Erasmus+ Rückblick: Eine unvergessliche Reise nach Frankreich
Rückblick auf die Erasmus+ Woche der 7A: Eine unvergessliche Reise nach Frankreich
Die @Erasmus+ Woche der 7A führte die Schülerinnen und Schüler auf eine Reise voller kultureller Entdeckungen, sprachlicher Herausforderungen und neuer Freundschaften. Gemeinsam mit ihren Lehrkräften, Prof. Hofbauer und Prof. Mayregger, machten sie sich auf den Weg nach Frankreich, um eine Woche in der Partnerstadt Nemours und der dortigen Schule, dem Lycée Étienne Bezout, zu verbringen. Schon bei der Ankunft in Dijon, der ersten Station der Reise, spürte man die Aufregung und Vorfreude. Die Schüler hatten die Möglichkeit, die historische Stadt zu erkunden, deren beeindruckende gotische Architektur und charmante Gassen sofort für Begeisterung sorgten. Dieser erste Abend diente als Vorgeschmack auf das, was noch kommen sollte.
Am nächsten Tag führte die Reise die Gruppe nach Nemours, wo sie in der Partnerschule herzlich empfangen wurden. Die anfängliche Nervosität wich schnell einer offenen Neugier, als die Schülerinnen und Schüler ihre Austauschpartner kennenlernten und das Schulgebäude erkundeten. Ein erster Französischunterricht bot ihnen die Gelegenheit, ihre Sprachkenntnisse direkt in der Praxis anzuwenden – eine wertvolle Erfahrung, die im Laufe der Woche durch viele Gespräche und gemeinsame Aktivitäten vertieft wurde. Die Begegnungen in der Schulkantine und im Unterricht waren ein spannender Einblick in den französischen Schulalltag und halfen, Sprachbarrieren spielerisch zu überwinden.

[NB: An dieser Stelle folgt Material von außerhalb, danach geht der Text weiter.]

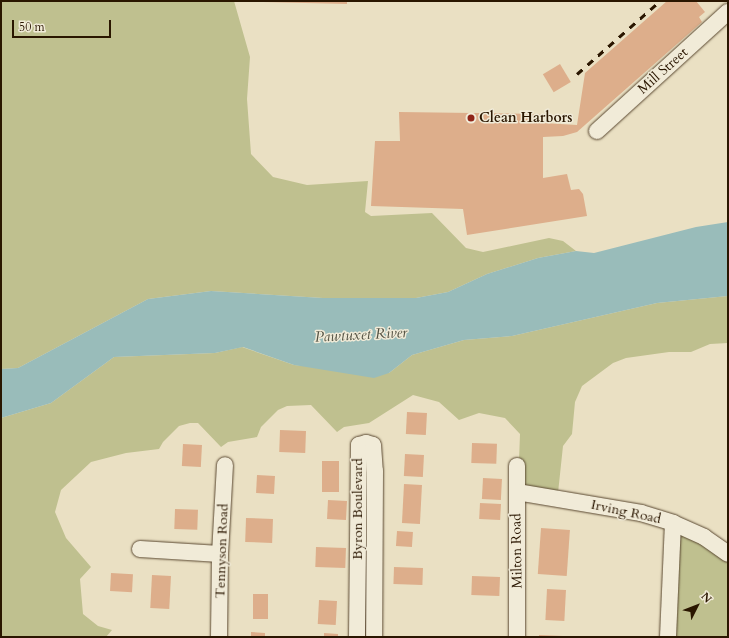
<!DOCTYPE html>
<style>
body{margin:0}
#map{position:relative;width:729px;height:638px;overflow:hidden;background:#eae0c3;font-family:Cardo,serif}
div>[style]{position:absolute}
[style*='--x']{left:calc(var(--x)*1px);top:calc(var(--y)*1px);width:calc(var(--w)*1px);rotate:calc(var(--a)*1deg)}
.green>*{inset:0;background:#bfc08f}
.water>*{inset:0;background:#99bcba}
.building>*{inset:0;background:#ddae8b;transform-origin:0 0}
.roads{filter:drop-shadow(0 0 1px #5a4831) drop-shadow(0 0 1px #5a4831)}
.street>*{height:16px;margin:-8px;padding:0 8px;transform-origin:8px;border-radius:8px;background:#f1ebd8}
.rail>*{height:3px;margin-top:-1.5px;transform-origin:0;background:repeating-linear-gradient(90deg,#2a1600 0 7px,transparent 0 14px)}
.dots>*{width:11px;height:11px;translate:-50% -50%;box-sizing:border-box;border:2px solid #f1ebd8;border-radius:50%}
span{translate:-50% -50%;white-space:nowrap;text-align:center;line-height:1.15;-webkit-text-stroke:3px #f1ebd8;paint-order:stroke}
.street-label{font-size:14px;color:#2a1600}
.poi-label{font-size:14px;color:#2a1600;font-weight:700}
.left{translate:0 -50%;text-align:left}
.water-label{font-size:15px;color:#515041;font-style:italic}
.frame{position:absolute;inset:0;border:2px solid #2a1600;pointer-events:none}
.north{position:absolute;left:677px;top:586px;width:40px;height:40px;-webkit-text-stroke:3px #f1ebd8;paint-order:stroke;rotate:48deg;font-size:11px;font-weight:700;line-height:16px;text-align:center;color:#2a1600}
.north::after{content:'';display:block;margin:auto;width:14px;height:18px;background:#2a1600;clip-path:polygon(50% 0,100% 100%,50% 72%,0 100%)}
.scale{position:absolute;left:12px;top:20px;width:99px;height:18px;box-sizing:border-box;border:2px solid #2a1600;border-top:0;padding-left:5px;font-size:12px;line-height:14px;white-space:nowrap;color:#2a1600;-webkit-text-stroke:3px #f1ebd8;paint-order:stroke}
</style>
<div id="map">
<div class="green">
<div style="clip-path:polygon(1px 1px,234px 1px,250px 57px,247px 99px,251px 154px,273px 177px,307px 185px,368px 181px,365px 212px,371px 216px,432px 213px,466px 248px,483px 252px,549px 238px,563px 241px,576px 251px,538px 258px,487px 274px,448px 292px,416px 298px,323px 298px,211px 291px,148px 299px,18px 368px,1px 369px)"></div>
<div style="clip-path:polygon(728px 296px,728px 343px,710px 344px,691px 352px,669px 352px,626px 358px,613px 363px,582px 386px,575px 402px,572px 434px,563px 446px,558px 493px,518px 488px,520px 434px,505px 418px,479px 413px,459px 420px,439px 402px,413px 395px,369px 423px,344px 427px,337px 432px,311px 405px,287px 406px,278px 410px,261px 427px,257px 437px,228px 442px,221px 447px,198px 423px,190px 423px,179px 426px,163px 442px,159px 449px,126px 453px,91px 462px,61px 490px,55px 512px,66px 538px,91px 567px,80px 579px,83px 614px,98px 626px,112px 630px,106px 637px,1px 637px,1px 418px,51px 403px,114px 357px,215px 353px,242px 347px,294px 365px,389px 373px,412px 355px,464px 340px,512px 336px,657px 303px)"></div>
<div style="clip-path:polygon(676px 525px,728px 552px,728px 637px,670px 637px)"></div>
</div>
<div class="water">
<div style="clip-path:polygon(728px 222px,728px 296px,657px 303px,512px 336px,464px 340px,412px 355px,389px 373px,374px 378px,294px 365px,243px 347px,215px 353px,114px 357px,51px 403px,1px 418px,1px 369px,18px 368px,148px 299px,211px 291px,323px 298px,416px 298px,448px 292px,487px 274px,538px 258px,576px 251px,594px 253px,696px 227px)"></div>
</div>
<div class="building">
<div style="clip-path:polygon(263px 1px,347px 1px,347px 4px,263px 2px)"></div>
<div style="clip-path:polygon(667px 1px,696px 1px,705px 12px,699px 17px,702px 22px,577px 132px,563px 136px,543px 137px,543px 178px,567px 174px,571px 190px,579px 189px,583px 194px,587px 216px,467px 235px,463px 209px,371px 206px,375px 141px,400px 141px,399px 112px,543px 114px,543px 123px,577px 125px,585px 73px)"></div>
<div style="left:560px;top:64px;width:21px;height:20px;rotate:59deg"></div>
<div style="left:407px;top:412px;width:20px;height:22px;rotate:3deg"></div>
<div style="left:280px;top:430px;width:26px;height:22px;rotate:2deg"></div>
<div style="left:472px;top:443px;width:25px;height:20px;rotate:2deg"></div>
<div style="left:183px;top:444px;width:19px;height:22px;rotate:3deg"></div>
<div style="left:405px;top:454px;width:19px;height:22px;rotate:3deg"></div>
<div style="left:322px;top:461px;width:17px;height:31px"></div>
<div style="left:257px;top:475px;width:18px;height:18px;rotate:3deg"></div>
<div style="left:483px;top:478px;width:19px;height:21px;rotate:3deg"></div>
<div style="left:404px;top:484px;width:18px;height:39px;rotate:3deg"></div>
<div style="left:328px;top:500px;width:19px;height:19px;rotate:3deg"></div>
<div style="left:480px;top:503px;width:21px;height:16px;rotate:3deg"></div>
<div style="left:175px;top:509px;width:23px;height:20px;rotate:2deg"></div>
<div style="left:246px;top:518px;width:27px;height:24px;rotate:2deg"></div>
<div style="left:541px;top:528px;width:29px;height:46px;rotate:4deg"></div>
<div style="left:397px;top:531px;width:16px;height:15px;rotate:4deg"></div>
<div style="left:316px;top:547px;width:30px;height:20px;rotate:2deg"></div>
<div style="left:394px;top:567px;width:29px;height:17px;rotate:2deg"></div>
<div style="left:111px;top:573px;width:22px;height:18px;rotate:3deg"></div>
<div style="left:152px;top:575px;width:19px;height:33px;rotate:3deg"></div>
<div style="left:472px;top:576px;width:28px;height:19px;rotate:2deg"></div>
<div style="left:547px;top:589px;width:19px;height:31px;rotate:3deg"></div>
<div style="left:253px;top:594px;width:15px;height:25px"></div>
<div style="left:319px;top:600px;width:18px;height:24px;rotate:3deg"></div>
<div style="clip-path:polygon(251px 632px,265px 633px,265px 637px,251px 637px)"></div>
<div style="clip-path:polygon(324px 633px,338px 634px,338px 637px,324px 637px)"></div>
<div style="clip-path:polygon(539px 635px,563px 636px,563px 637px,539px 637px)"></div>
</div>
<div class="roads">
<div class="street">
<div style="--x:597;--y:131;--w:177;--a:-42.3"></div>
<div style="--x:517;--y:466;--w:171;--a:90"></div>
<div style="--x:517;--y:492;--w:126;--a:9.6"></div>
<div style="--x:641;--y:513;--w:34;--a:17"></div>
<div style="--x:673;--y:523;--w:34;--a:24"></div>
<div style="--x:704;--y:537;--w:29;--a:35"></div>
<div style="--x:140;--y:549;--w:80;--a:3.6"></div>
<div style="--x:219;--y:637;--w:83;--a:-89.3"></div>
<div style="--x:220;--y:554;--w:89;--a:-86.8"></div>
<div style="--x:357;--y:637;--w:192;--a:-89.4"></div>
<div style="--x:359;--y:445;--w:7;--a:-16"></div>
<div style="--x:366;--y:443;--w:7;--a:16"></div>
<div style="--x:373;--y:445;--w:26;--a:86"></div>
<div style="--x:375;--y:471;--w:166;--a:90.3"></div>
<div style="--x:668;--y:637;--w:114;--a:-87.5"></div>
</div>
</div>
<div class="rail">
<div style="--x:577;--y:74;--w:111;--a:-41.3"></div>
</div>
<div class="dots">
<div style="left:471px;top:118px;background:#8f2418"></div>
</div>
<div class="street-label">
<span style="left:663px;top:71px;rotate:-42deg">Mill Street</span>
<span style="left:358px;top:509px;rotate:-90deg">Byron Boulevard</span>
<span style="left:626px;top:512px;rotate:12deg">Irving Road</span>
<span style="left:222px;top:551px;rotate:-88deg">Tennyson Road</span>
<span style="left:517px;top:551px;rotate:-91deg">Milton Road</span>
</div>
<div class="poi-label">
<span class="left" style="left:479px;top:118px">Clean Harbors</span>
</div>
<div class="water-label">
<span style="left:361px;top:335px;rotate:-3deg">Pawtuxet River</span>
</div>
<div class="frame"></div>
<div class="north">N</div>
<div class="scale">50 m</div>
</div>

Ein besonderes Highlight dieser Woche war der Besuch des Château de Fontainebleau, eines der prunkvollsten Schlösser Frankreichs. Die kunstvoll geflochtenen Wandteppiche, beeindruckenden Gemälde und goldverzierten Räume des Schlosses ließen die Gruppe in die reiche Geschichte des Landes eintauchen und hinterließen einen bleibenden Eindruck.
Paris, die Stadt der Liebe und Kultur, stand ebenfalls auf dem Programm und bot unvergessliche Momente – auch wenn das Wetter an diesem Tag nicht ganz mitspielte. Unter strömendem Regen erkundeten die Schülerinnen und Schüler den Eiffelturm und schlenderten durch die charmanten Straßen der französischen Hauptstadt. Trotz der Nässe ließen sie sich die Stimmung nicht verderben und genossen den Anblick der weltberühmten Sehenswürdigkeiten. Der Besuch der Galeries Lafayette, mit ihrer atemberaubenden Architektur und den luxuriösen Geschäften, bot einen stilvollen Abschluss dieses Tages.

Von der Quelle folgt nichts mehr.